Когда Слива вышел в коридор, Волдырь слез с печи, поежился – прохладно уже, достал из-под лавки щепок для растопки и привычно разжег в плите огонь. Потом налил в черный чайник воды из ведра и поставил его на плиту, сдвинув кружки́. Запихивая ноги в валенки, стоящие у дверей, прислушался, что творится на сарае, и вышел за дровами.
Чугунный настил плиты быстро дает тепло. Когда босой Слива так же медленно, пошатываясь, вернулся с сарая, чайник уже согрелся, а Волдырь сидел на корточках у печной дверцы и курил папиросу, глядя в огонь. На столе лежало в тарелке вчерашнее сало и получерствый хлеб.
– Пей чаю с салом, а хошь – кури, – предложил Волдырь. – Чаю с салом – это меня хохлы научили, когда на стройке с ними в одной бригаде работал. На чае с салом целый день можно проканать.
– Спасибо. – Слива сел на табурет, от холода сарая его потряхивало. – Есть пока не могу, а курить бросил.
Долго молчали. Наконец, уняв дрожь, Слива спросил:
– Что это за место, дядя Вова?
– Это Рымба, сынок. Деревня на острове. От Конского тебя унесло верст на сорок. До города отсюда и того дальше. Ближайшее село вон там, на материке, час на веслах, полчаса на парусе. На моторе минут восемь. Только мотора у меня нет. У Митьки есть, племяша моего. По соседству живет. Вчера они с женой тащить тебя помогали, в чуйство приводить.
– Спаси Господь, – кивнул Слива.
– Манюню надо благодарить, она раньше нас тебя пользовала. Тоже соседка.
– И ей спасибо. Бог даст, отблагодарю.
Волдырь кивнул в ответ.
– А большая деревня?
– Девять домов. Три жилых, шесть дачных, хозяева только летом. И то не всегда. Церковь есть, старая, черная, семнадцатого века. Табличка висит, мол, культурно-исторический памятник, охраняется государством. А как охраняется? Священника нет, замок сломан, службы не проводятся. Туристы мимо едут – водку там пьют… Не, я все же каши сварю, тебя качает прям. Есть у меня геркулес где-то. Хоть на воде, а все сил прибавит.
Волдырь достал из комода мешочек, с полки чугунок, из ведра зачерпнул ковшом воды. Поставил на огонь. Слива сидел, глядя в пол. Снова молчали. Через минуту хозяин, в одиноком житье соскучившийся по беседе, заговорил, шевеля кочережкой угли в печи:
– Ты, небось, Славик, парень городской?
– В общем, да, дядя Вова. Дедушка в деревне жил, а я от него уехал в город.
– М-м…
– Ездил я к нему потом на лето. Давно это было, и далеко…

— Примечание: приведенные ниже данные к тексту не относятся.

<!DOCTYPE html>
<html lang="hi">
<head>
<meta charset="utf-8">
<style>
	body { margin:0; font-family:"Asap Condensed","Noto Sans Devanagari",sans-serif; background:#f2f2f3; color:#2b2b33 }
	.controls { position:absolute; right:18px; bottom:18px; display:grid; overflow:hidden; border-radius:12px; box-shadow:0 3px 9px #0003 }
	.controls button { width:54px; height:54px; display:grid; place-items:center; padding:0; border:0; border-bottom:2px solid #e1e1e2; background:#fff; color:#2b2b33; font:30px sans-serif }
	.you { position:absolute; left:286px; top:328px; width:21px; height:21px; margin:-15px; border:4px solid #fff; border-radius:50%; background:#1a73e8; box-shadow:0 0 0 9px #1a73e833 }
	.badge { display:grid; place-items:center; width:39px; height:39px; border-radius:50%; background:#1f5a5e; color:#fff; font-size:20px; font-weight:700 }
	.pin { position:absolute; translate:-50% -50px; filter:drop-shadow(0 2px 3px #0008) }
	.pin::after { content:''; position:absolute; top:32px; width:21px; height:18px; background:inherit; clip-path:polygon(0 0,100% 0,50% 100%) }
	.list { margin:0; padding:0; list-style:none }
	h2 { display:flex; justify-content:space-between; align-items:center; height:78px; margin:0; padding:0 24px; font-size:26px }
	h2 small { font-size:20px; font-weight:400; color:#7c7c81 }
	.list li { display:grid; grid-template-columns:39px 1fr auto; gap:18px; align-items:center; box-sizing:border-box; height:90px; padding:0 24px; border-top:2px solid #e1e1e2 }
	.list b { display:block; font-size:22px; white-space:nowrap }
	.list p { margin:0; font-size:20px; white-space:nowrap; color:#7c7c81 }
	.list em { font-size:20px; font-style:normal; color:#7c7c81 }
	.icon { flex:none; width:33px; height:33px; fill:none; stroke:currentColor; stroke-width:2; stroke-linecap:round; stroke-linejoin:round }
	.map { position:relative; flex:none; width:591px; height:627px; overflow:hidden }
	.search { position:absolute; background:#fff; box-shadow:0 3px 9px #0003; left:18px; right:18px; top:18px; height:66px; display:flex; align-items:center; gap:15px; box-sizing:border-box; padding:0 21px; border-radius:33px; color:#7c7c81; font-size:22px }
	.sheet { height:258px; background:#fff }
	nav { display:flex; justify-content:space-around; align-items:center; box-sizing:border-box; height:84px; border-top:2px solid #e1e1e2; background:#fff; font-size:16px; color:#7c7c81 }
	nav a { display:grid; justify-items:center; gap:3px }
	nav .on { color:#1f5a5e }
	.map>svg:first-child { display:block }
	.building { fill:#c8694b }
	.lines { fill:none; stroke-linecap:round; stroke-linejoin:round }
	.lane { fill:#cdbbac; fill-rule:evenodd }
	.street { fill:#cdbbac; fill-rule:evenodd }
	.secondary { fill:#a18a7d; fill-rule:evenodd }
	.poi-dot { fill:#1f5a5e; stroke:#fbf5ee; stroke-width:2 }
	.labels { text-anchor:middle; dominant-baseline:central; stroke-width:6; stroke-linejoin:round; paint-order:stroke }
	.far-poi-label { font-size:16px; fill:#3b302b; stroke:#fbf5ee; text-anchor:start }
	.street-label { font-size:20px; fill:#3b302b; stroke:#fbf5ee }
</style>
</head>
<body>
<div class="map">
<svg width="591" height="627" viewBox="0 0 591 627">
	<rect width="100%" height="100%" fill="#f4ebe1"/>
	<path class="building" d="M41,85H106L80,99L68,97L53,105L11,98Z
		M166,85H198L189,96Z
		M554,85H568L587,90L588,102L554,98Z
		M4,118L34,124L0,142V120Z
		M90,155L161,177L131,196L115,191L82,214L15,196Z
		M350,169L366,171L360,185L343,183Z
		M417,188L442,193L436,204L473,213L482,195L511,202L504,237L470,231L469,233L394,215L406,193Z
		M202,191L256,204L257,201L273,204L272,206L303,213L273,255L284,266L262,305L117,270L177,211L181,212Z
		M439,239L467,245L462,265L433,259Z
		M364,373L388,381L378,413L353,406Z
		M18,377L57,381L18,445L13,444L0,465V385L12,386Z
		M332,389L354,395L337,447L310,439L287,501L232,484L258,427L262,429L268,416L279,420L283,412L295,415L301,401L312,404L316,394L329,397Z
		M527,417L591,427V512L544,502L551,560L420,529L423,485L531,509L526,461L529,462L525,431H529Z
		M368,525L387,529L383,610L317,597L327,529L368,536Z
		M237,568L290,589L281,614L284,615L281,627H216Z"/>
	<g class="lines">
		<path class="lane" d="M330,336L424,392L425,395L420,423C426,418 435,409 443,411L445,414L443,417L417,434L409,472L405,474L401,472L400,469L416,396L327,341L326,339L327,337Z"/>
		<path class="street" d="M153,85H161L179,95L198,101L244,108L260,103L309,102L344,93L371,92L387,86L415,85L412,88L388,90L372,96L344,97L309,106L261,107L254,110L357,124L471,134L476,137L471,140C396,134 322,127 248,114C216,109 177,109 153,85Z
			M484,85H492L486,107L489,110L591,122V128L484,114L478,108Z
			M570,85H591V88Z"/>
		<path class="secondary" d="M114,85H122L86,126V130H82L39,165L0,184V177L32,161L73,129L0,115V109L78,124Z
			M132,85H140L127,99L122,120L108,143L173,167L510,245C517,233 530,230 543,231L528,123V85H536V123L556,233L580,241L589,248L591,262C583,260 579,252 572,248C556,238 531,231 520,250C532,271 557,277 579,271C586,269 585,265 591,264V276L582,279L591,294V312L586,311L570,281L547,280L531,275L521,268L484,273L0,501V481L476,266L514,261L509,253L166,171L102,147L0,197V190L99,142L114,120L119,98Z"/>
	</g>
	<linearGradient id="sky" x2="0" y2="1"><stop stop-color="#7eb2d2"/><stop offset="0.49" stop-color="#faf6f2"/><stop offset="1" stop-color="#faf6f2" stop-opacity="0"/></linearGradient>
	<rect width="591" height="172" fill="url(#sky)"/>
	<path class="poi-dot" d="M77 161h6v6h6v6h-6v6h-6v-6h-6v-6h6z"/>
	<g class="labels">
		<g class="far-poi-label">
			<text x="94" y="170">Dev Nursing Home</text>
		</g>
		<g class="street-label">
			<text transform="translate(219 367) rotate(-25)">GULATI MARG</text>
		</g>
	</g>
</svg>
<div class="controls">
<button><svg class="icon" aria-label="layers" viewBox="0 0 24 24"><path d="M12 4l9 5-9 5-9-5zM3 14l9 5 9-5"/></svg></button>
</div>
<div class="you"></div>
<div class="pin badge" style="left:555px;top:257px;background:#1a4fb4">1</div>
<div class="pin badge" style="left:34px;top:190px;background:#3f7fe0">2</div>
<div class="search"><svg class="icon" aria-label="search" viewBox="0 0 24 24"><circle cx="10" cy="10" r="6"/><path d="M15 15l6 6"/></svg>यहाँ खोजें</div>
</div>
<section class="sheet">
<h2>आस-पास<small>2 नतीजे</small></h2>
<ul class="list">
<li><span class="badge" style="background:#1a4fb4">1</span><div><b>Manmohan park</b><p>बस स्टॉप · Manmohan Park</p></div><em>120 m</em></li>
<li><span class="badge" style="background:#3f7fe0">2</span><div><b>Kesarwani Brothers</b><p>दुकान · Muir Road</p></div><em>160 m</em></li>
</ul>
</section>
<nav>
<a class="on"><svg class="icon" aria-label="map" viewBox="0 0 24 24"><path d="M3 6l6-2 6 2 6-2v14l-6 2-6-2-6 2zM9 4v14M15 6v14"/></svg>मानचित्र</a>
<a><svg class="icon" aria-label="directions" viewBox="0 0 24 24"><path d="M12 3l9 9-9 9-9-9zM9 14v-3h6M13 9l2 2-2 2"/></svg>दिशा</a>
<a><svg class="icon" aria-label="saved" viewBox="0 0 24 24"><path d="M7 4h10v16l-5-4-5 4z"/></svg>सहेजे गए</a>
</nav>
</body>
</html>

– Понятно… У меня дед лихой был, а прадед и того круче. В строгости нас, мальцов, держал. Учил грамоте… Мне от него топор остался на память, старинный, самокованный. Любой сук с одного удара берет, только плечо подымай. Один ухарь городской предлагал мне за него финский топор, острый, оранжевый. Слова даже такие говорил: вечный и са-мо-за-та-чи-ва-ю-щий-ся. Отвезу, говорит, твой топор в краеведческий музей. Но финский мне не с руки оказался. Мой лучше. Зачем мне вечный? Да и память дедовская.
Дед сам из местных был, из людиков. Помню, посадит меня, малого, на колено, как в седло, подбрасывает и приговаривает:
Вот Вотя-вос,Вотя-вос, вопитос.Вове – сликки,Вове – скокки,Вос сис си!Что сие означает, хоть убей – не вспомню. Деды с бабками померли, язык с собой забрали. Власть говорить не разрешала, я и позабыл почти все. Манюня еще, может, и помнит, так она ведьма, мы с ней редко.
Видишь, деревня-то уменьшается, как озеро хвощом зарастает, и язык, как ручей из озера, усыхает. Митька по матери помор, по отцу тоже людик, а языка совсем не помнит. Любаша – та полутаджичка, а дети их вовсе непонятно кто. Русские, одним словом… Хотя Митька, племяш мой, молодец мужик. Шапку ни перед кем не ломает, только вот шуток порой не понимает. Контузило в армии. Мозг с места сдвинут малость. Зато рукастый и самостоятельный. А Любка у него еще пуще молодца. Характер – кремень, хозяйка – золото, а уж красавица – не извольте сомневаться. Даже дочка ее, Веруня, против мамки не сдюжит. Хотя ей и неважно…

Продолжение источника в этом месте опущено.